Thank you to everyone who contributed to the drive for the reparations fund held by the Evanston Community Foundation and overseen by the Reparations Stakeholder Authority.
Together, in one week, we raised $13,309 toward my stated goal of $20,000 as of 5 p.m. this evening.
I believe, and hope, that contributions continue to come in now and far into the future.
The past is the present.
Far too few of us in the white and non-Black community recognize just how much the past is our present and how legal and de facto racist policies, practices, and behaviors--by the City, by businesses, organizations, and clubs, and by the white community as a whole, harmed and continue to harm Evanston's Black community.
Even the process of desegregation -- which too many of us automatically assume was redress and "the fix" for many decades of discrimination and trauma, severely frayed the fabric of Black neighborhoods, enterprises, and families.
We live here, most of us embracing all the benefits of living in Evanston and feeling "virtuous" for moving to a "diverse" community.
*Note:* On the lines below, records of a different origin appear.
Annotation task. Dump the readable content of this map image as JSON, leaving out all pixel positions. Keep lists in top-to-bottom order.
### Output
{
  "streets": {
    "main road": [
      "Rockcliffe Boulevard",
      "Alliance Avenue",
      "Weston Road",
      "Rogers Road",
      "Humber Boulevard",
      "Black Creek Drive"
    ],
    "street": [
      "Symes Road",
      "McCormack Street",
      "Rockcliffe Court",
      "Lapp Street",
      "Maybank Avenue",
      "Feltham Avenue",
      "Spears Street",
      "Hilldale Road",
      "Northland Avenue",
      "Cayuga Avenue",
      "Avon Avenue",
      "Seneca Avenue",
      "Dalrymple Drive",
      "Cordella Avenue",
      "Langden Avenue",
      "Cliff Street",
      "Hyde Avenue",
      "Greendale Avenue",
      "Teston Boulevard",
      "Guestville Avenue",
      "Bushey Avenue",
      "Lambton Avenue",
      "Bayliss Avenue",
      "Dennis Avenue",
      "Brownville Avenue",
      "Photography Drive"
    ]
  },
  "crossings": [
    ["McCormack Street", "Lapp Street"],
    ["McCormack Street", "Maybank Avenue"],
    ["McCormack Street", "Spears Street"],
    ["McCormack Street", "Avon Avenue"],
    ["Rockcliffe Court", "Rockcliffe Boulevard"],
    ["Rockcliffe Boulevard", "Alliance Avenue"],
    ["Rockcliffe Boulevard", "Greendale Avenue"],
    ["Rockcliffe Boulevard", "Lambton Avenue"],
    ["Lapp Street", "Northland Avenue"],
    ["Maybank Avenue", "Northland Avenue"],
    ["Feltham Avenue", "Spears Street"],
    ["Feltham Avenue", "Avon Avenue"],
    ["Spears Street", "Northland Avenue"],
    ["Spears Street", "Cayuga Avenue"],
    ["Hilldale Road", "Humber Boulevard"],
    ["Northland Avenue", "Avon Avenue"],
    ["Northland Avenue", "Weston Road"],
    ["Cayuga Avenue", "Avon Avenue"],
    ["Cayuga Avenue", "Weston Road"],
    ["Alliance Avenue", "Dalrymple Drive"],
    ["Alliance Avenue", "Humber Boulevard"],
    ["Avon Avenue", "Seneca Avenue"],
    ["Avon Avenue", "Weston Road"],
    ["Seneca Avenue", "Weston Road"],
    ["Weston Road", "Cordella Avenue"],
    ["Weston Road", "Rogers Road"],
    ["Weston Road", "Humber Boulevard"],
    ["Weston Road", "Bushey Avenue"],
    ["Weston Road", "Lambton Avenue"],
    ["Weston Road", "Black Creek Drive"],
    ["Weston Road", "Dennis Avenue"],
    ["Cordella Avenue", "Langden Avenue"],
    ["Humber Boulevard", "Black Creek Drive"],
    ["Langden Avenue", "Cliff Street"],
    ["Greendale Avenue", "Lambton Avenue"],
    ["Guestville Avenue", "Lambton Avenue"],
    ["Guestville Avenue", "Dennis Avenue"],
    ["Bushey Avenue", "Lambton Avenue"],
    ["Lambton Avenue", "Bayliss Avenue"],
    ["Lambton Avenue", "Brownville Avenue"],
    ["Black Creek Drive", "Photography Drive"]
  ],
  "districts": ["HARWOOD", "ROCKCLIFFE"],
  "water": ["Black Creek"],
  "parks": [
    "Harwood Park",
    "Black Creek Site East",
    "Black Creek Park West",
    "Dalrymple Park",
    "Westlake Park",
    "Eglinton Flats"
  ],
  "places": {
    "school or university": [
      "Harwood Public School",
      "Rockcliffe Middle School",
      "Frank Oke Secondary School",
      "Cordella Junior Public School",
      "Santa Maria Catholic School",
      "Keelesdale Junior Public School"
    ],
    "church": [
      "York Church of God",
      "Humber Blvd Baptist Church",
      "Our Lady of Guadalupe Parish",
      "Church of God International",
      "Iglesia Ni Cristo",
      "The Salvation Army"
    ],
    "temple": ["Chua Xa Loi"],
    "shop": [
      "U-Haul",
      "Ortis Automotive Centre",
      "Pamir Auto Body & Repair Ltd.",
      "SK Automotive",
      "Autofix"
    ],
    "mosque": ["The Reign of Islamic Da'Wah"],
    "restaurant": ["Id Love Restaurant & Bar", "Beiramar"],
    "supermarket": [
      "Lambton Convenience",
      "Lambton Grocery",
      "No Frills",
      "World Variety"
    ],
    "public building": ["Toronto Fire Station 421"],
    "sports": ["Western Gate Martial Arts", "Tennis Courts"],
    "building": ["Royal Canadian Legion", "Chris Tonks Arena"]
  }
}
But many of us are shamefully separated from our Black community and don't even know what we don't know about how deeply systemic and every-day racism is embedded in the foundation of every aspect of Evanston.
If you're a white or non-Black Evanston resident and you supported this fund drive, here are just a few of the ways you can learn more and become increasingly involved. There are many more.
Continue to contribute to the reparations fund at ECF and encourage others to do the same by sharing the link. Consider weekly, monthly or annual contributions to the fund. Please recognize that contributions to the reparations fund should not replace your support of other Black organizations, individuals, and businesses.
While the ECF is a 501(c)3 tax exempt organization, and your gift to any one of its funds is tax deductible, please don't file for a tax benefit for your reparations contribution as it is something owed, not something from which the contributor should benefit.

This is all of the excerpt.